Kerry Hines’ unique, poetic portrait of New Zealand alongside rarely seen images of colonial life


Young Country
Kerry Hines
Hardback, 214 x 162mm, illustrations
200pp, 978 1 86940 823 7 AUP  -  $34.99


Kerry Hines’ unique, poetic portrait of New Zealand is set alongside rarely seen images of colonial life by photographer William Williams.

Young Country is a book of poems by twenty-first-century writer Kerry Hines alongside images of colonial New Zealand life by nineteenth-century photographer William Williams. 

Here, wry, plainspoken but haunting poems sit alongside evocative photographs of settlement: landscapes, streetscapes, skyscapes; the escapades of a trio of flatmates; portraits of family and friends; burnt bush and rising buildings.
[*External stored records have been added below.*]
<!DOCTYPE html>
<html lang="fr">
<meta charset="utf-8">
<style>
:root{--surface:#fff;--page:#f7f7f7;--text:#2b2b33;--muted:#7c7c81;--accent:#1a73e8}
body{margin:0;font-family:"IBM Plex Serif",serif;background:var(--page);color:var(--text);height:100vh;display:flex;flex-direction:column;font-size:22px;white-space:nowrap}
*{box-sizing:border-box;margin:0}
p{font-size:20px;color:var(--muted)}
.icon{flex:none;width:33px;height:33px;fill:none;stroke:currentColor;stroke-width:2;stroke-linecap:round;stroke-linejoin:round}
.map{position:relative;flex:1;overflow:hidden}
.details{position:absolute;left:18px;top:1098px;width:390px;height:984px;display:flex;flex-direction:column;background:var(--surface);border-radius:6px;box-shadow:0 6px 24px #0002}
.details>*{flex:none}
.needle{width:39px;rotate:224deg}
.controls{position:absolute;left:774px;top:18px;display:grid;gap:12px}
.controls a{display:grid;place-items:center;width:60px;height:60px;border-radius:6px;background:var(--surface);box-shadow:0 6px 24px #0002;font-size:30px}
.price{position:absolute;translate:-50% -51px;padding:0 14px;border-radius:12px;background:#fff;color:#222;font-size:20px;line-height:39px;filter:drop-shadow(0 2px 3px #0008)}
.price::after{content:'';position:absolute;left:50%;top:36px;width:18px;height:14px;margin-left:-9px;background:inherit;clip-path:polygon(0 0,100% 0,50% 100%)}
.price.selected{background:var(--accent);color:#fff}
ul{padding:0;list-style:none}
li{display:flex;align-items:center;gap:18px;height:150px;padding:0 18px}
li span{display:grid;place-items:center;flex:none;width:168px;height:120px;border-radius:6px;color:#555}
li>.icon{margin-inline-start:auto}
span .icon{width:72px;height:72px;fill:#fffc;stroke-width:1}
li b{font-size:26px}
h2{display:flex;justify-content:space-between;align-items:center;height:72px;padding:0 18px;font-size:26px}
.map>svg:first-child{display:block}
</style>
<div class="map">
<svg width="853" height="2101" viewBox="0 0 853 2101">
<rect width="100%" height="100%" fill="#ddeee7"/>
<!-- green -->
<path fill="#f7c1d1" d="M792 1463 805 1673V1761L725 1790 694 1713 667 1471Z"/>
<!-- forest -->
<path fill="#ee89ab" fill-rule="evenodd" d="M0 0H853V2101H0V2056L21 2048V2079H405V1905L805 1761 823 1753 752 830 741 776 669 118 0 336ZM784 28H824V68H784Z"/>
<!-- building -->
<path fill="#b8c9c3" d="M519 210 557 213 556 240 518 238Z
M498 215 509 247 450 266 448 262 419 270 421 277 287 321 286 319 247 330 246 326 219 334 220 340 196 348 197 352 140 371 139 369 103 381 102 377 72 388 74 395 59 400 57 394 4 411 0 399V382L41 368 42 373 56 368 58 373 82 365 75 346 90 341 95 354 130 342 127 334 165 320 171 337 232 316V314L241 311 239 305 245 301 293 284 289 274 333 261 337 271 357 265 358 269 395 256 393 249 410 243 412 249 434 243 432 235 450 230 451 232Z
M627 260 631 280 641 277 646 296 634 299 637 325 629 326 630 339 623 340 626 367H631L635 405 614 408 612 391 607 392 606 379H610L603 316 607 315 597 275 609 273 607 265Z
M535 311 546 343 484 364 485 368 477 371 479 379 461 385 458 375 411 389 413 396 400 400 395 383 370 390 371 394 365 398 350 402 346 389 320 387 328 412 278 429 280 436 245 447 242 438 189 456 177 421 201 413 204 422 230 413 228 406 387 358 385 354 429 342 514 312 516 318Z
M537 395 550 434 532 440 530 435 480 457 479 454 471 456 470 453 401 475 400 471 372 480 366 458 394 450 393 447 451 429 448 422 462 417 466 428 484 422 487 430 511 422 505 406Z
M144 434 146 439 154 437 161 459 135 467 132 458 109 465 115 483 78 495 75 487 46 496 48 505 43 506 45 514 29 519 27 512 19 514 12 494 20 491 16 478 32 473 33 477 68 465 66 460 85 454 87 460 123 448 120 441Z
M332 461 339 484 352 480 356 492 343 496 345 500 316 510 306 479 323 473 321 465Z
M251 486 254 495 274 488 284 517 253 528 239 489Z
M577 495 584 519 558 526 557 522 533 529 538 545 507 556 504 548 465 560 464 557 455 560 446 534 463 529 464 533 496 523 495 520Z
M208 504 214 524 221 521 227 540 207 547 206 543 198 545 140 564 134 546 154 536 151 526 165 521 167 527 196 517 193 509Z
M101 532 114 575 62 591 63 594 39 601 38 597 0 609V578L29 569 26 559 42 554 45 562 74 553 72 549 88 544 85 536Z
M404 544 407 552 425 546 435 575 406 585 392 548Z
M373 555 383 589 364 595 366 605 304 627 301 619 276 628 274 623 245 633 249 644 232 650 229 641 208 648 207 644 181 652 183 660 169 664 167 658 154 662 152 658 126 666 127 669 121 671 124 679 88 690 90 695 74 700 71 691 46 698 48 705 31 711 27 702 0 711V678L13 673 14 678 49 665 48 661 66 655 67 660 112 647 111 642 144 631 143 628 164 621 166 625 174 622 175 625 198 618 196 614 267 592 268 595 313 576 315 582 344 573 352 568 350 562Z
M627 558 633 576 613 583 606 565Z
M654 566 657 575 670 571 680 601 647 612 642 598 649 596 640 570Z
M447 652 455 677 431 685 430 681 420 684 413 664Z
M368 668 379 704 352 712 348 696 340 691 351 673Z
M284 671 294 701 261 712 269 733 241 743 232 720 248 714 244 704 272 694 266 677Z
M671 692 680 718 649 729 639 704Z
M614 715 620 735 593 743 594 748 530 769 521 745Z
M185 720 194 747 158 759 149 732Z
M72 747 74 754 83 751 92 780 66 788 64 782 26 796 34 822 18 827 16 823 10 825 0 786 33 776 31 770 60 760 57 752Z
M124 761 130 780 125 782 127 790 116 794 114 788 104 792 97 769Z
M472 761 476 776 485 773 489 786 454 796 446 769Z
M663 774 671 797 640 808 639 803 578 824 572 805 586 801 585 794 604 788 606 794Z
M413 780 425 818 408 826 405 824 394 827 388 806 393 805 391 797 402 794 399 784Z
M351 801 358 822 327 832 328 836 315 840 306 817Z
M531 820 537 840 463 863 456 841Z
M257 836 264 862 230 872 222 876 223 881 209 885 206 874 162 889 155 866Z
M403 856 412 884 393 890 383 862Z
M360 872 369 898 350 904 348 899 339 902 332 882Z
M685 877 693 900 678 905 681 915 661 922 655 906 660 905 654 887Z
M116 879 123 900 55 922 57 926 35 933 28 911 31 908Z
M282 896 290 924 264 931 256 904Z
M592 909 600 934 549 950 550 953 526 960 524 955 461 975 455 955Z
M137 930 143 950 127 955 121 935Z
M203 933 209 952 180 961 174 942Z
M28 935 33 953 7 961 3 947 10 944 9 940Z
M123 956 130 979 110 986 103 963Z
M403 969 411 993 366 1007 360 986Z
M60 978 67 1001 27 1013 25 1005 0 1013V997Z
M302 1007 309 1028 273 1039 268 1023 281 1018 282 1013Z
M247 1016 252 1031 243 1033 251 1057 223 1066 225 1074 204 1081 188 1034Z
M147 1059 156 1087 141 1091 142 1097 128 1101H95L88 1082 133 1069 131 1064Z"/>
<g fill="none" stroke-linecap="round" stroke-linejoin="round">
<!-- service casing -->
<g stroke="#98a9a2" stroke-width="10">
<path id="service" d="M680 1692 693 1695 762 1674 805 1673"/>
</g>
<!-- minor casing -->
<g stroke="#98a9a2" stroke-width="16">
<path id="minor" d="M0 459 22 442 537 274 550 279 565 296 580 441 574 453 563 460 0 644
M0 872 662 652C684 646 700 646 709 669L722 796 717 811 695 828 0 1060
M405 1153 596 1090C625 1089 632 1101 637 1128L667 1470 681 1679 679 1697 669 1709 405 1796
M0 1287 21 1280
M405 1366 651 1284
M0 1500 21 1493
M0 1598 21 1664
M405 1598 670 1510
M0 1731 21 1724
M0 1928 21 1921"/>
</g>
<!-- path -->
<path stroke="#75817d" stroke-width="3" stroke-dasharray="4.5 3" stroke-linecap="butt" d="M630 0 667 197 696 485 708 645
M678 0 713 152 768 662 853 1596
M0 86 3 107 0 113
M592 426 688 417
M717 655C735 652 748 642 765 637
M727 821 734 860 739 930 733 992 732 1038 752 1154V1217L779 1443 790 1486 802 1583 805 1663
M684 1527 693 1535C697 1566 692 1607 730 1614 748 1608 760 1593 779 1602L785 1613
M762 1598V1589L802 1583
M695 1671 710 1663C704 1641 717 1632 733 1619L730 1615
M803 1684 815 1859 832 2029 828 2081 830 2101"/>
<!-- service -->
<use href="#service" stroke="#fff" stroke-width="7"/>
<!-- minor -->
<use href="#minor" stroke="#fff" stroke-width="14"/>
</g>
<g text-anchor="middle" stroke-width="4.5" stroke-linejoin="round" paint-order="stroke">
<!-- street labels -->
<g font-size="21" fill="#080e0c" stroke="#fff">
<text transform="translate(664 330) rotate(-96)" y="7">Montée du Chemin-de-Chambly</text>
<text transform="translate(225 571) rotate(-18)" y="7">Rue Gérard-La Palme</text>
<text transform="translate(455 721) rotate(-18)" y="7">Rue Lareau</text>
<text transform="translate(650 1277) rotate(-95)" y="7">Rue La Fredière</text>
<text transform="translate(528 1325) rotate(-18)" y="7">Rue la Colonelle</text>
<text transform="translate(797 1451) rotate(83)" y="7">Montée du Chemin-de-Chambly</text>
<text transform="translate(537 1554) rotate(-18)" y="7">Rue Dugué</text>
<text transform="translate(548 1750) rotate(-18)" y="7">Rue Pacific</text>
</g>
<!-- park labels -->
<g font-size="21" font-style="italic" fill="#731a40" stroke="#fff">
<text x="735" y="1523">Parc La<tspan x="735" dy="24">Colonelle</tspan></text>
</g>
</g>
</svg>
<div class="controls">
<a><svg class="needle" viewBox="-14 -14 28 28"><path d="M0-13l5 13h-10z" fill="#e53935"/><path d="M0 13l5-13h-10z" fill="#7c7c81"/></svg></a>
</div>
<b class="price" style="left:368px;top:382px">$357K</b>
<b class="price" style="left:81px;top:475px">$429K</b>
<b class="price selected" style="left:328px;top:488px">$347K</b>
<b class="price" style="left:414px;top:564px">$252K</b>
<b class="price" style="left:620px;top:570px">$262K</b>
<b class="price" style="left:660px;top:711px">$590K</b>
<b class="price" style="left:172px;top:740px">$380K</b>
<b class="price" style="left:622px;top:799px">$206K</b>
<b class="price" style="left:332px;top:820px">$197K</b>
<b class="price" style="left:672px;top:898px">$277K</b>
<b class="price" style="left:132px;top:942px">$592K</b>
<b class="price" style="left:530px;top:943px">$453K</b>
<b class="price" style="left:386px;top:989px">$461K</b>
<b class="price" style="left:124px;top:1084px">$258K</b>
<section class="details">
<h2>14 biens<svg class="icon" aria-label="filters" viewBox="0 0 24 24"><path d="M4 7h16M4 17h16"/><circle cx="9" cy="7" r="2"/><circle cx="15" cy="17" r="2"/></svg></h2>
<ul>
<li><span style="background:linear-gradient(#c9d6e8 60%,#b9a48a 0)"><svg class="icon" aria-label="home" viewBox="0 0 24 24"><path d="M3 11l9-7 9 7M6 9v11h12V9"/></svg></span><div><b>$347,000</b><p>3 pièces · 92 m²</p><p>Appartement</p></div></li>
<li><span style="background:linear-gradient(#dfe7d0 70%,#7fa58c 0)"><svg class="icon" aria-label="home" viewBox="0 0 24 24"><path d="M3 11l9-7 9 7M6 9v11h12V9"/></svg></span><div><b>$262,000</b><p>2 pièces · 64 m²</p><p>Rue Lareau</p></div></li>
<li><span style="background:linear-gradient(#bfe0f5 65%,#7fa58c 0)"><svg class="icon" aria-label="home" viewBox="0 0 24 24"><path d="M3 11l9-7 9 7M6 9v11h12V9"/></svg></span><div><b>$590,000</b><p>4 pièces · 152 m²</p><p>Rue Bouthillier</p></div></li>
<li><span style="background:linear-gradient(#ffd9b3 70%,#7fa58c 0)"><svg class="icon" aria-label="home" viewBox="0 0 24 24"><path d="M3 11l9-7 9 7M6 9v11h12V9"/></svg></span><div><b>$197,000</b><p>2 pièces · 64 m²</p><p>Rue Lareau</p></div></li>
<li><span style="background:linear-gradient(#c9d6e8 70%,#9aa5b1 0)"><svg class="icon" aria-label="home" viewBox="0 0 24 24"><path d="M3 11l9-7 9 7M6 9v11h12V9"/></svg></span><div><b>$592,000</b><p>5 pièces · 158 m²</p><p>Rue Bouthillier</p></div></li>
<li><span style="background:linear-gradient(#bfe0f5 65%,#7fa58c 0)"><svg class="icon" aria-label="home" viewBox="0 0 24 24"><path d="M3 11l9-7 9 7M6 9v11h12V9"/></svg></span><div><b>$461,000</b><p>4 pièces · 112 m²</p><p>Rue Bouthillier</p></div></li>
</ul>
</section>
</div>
Whether imagined or actual, 

in this ‘young country; / people are an occasion’, and the book features many figures: Williams and his housemates Tom and Alex; ethnographer Elsdon Best; notorious criminals and the judges who sentenced them; the mythic creature Shellycoat who accompanied the Scottish settlers; wives, prostitutes and ‘hallelujah lassies’; and visiting professor Robert Wallace who cast an outsider view on this new society. 

The stunning photographs and poems of Young Country combine to offer a meditation on how we capture the present and re-present the past, on the parallels between building a community and authoring a text, and on the possibilities that expansive fiction offers to documented truth.

 
About the author
Kerry Hines has a PhD from Victoria University (2012) for her thesis ‘After the Fact: Poems, Photographs, and Regenerating Histories’, part of which forms the basis for Young Country. She contributed an essay, ‘William Williams and “The Old Shebang”, to the book Early New Zealand Photography: Images and Essays and her poetry has been published in literary journals, magazines and the co-authored collection Millionaire’s Shortbread.